Demenz-Report zeichnet düstere Prognose für ostdeutsche Städte

Datum: 23.02.2011

Demenz-Report zeichnet düstere Prognose für ostdeutsche Städte


In weiten Teilen Ostdeutschlands gibt es einer neuen Studie zufolge bereits in 15 Jahren doppelt so viele Demenz-Kranke wie heute.

Die Zahl der an Altersdemenz erkrankten Menschen in Deutschland wird in den nächsten 15 Jahren weiter steigen - jedoch fällt die Entwicklung regional sehr unterschiedlich aus.
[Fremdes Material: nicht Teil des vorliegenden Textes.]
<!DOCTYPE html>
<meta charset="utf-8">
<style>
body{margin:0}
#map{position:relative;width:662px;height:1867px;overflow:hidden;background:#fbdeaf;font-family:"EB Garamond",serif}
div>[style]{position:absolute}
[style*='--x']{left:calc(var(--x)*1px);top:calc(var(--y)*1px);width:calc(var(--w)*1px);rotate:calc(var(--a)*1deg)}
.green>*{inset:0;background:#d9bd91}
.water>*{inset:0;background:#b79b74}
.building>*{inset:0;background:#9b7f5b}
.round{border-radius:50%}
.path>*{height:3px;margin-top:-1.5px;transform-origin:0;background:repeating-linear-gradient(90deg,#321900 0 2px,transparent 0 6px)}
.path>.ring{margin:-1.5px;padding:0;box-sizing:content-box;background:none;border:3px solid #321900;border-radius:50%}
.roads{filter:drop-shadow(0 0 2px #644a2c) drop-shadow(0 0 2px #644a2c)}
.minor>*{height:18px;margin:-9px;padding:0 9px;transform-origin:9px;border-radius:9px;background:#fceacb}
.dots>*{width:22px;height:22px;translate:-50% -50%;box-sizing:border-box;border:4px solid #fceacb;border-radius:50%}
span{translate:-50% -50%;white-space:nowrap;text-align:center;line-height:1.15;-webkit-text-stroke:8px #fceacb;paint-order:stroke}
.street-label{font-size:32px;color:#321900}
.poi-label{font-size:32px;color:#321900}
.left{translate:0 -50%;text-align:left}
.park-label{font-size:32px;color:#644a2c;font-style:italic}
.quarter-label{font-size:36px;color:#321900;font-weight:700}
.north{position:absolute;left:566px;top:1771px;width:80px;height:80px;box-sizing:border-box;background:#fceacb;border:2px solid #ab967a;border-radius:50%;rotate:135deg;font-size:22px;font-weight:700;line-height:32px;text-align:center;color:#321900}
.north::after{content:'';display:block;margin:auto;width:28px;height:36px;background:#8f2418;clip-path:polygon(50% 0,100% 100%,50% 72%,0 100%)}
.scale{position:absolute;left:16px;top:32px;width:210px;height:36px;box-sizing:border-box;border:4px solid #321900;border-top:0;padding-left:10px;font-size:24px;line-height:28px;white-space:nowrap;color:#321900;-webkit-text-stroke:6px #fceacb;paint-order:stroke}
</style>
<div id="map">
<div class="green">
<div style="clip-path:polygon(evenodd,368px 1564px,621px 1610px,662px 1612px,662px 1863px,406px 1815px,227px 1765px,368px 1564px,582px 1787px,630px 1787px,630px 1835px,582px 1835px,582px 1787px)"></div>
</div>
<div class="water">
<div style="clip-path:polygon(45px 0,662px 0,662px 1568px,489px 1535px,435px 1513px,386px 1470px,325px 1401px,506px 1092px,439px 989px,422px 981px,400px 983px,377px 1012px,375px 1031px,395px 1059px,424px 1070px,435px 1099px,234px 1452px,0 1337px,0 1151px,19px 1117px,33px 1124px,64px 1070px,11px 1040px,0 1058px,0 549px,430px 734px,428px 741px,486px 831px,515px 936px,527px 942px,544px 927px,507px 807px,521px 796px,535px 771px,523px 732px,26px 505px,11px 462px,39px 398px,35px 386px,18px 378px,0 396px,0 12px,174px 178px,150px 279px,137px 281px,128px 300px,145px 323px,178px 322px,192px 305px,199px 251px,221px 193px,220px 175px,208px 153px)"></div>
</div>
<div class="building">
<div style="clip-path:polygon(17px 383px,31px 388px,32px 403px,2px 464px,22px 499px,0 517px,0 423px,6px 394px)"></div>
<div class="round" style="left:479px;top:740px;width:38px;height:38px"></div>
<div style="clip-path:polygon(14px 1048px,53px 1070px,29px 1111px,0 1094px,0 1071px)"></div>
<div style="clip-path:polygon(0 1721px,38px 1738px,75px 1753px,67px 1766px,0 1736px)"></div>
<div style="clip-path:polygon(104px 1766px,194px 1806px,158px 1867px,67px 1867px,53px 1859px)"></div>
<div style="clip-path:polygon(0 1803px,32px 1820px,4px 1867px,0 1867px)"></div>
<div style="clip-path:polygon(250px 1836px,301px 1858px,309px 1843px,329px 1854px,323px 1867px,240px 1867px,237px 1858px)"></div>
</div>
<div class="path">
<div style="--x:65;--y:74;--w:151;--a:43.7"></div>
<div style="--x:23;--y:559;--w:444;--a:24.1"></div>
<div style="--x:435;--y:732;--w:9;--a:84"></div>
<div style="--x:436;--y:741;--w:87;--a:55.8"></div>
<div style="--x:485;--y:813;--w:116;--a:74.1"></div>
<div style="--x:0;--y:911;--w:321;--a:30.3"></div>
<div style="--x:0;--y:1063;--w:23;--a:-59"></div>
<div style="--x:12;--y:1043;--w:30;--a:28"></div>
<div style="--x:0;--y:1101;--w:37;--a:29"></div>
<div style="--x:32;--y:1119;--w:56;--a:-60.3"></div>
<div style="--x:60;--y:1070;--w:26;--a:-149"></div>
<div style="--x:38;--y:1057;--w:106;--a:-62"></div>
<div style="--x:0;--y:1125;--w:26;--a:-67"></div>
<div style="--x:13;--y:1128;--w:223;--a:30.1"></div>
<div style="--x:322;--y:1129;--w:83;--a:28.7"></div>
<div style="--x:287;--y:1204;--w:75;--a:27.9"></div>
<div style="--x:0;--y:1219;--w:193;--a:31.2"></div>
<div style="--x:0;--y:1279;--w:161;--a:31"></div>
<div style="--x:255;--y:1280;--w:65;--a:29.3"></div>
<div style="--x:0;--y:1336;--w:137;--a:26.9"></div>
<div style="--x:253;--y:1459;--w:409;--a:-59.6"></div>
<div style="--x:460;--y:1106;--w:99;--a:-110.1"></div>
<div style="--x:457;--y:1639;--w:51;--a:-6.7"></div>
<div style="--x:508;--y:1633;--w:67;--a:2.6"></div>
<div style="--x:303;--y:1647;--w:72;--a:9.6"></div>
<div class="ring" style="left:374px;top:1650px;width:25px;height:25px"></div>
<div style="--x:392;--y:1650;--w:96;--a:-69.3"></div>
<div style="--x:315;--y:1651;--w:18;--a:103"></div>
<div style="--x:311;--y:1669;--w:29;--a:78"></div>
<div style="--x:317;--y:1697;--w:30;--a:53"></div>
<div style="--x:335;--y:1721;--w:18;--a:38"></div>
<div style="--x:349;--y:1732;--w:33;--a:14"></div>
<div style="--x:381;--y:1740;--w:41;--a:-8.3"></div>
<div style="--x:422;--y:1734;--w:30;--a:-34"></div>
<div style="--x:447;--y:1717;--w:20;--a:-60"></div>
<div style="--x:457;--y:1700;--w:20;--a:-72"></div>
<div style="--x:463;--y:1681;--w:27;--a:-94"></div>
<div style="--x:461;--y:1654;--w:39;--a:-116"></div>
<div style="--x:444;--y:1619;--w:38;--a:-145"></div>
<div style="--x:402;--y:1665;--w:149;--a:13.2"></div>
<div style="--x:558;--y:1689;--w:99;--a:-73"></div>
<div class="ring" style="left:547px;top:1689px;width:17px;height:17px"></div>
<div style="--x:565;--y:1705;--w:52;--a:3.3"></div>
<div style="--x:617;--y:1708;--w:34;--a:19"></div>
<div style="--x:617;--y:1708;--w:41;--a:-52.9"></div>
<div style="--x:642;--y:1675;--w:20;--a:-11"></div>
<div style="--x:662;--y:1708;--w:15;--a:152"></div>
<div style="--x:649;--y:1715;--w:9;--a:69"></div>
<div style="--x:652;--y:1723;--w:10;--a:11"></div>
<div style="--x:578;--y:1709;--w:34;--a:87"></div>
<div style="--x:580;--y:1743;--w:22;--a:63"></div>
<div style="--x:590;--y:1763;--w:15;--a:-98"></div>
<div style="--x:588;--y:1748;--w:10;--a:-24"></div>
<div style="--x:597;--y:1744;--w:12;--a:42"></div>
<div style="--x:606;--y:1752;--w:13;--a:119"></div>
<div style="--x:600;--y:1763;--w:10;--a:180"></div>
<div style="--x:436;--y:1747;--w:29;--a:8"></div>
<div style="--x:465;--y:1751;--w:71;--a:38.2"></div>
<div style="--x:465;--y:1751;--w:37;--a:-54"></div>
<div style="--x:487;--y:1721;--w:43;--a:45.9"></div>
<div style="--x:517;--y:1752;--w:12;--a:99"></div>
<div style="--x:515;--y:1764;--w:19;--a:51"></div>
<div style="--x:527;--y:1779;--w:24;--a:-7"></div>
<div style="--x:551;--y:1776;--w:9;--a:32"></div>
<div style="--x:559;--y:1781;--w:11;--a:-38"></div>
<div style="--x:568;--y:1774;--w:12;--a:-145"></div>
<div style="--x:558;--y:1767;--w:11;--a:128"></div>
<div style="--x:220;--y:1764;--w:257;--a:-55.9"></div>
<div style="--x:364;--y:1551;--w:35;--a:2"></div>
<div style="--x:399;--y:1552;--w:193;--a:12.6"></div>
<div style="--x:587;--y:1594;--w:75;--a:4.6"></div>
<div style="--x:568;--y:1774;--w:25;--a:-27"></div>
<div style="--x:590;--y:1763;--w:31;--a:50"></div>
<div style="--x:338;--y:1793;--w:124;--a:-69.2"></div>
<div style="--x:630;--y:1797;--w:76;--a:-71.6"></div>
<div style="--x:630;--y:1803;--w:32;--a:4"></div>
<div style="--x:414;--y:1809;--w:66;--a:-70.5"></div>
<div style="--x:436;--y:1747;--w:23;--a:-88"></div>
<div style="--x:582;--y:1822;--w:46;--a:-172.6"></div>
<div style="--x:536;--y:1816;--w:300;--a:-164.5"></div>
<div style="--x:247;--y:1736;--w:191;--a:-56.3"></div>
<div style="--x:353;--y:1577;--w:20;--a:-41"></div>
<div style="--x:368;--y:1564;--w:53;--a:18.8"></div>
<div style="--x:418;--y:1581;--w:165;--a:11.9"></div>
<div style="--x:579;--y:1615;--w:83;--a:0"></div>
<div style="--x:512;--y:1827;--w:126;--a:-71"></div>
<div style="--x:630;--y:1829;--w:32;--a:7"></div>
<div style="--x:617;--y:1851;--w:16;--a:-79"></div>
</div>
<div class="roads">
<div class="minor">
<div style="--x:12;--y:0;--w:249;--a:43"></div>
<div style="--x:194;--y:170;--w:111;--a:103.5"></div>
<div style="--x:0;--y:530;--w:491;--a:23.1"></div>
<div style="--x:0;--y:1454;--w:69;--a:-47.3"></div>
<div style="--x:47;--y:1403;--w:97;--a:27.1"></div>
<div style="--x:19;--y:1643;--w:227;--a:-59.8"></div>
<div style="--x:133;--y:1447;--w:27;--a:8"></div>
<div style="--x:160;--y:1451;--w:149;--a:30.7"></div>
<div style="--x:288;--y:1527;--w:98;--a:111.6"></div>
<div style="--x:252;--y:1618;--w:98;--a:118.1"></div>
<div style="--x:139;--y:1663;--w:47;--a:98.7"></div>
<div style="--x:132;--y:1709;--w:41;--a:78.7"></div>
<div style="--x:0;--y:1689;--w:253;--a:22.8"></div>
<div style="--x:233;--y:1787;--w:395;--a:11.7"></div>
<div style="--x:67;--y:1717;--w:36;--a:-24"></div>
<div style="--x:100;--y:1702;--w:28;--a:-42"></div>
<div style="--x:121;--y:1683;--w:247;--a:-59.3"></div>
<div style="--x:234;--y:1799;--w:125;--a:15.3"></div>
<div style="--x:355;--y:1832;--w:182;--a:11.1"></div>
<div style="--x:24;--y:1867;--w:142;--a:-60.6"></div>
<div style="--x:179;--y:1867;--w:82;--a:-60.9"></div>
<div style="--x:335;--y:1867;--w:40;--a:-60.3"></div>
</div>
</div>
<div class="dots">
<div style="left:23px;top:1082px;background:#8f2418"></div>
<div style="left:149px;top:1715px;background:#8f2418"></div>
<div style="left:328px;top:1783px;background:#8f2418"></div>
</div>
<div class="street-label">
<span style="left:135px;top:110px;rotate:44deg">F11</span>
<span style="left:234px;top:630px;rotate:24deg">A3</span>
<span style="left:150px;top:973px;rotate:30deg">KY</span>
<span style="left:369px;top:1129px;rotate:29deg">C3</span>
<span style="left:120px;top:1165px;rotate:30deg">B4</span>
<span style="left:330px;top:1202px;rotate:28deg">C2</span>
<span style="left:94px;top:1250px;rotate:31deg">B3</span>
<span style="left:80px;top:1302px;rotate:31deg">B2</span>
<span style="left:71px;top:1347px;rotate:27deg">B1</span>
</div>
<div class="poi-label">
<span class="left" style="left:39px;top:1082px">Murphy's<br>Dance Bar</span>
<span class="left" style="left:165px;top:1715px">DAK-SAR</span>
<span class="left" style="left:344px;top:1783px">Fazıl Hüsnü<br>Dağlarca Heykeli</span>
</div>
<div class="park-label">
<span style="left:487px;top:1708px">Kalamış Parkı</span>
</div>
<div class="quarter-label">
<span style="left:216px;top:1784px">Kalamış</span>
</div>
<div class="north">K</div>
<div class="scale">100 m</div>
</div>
Ostdeutsche Städte und Kommunen werden wegen ihres vergleichsweise hohen Anteils älterer und der Abwanderung jüngerer Menschen besonders stark betroffen sein. Das geht aus dem jetzt veröffentlichten Demenz-Report des Berlin-Instituts für Bevölkerung und Entwicklung hervor.
Landkarten der Demenz
Darin werden erstmals sogenannte "Landkarten der Demenz" für alle Regionen Deutschlands, Österreichs und der Schweiz gezeichnet. Demzufolge würde die in Ostsachsen gelegene Stadt Hoyerswerda mit 3660 Betroffenen je 100.000 Einwohner einen bundesweiten Spitzenwert erreichen.

Ost-West-Gefälle

Westdeutsche Kreise wie Cloppenburg und Vechta in Niedersachsen bleiben dank ihrer überdurchschnittlich hohen Geburtenzahlen hingegen deutlich unter dem Bundesdurchschnitt.

Dies gilt auch für den erweiterten Speckgürtel um die bayerische Landeshauptstadt München. Dort zieht das Angebot an Arbeitsplätzen junge Menschen an.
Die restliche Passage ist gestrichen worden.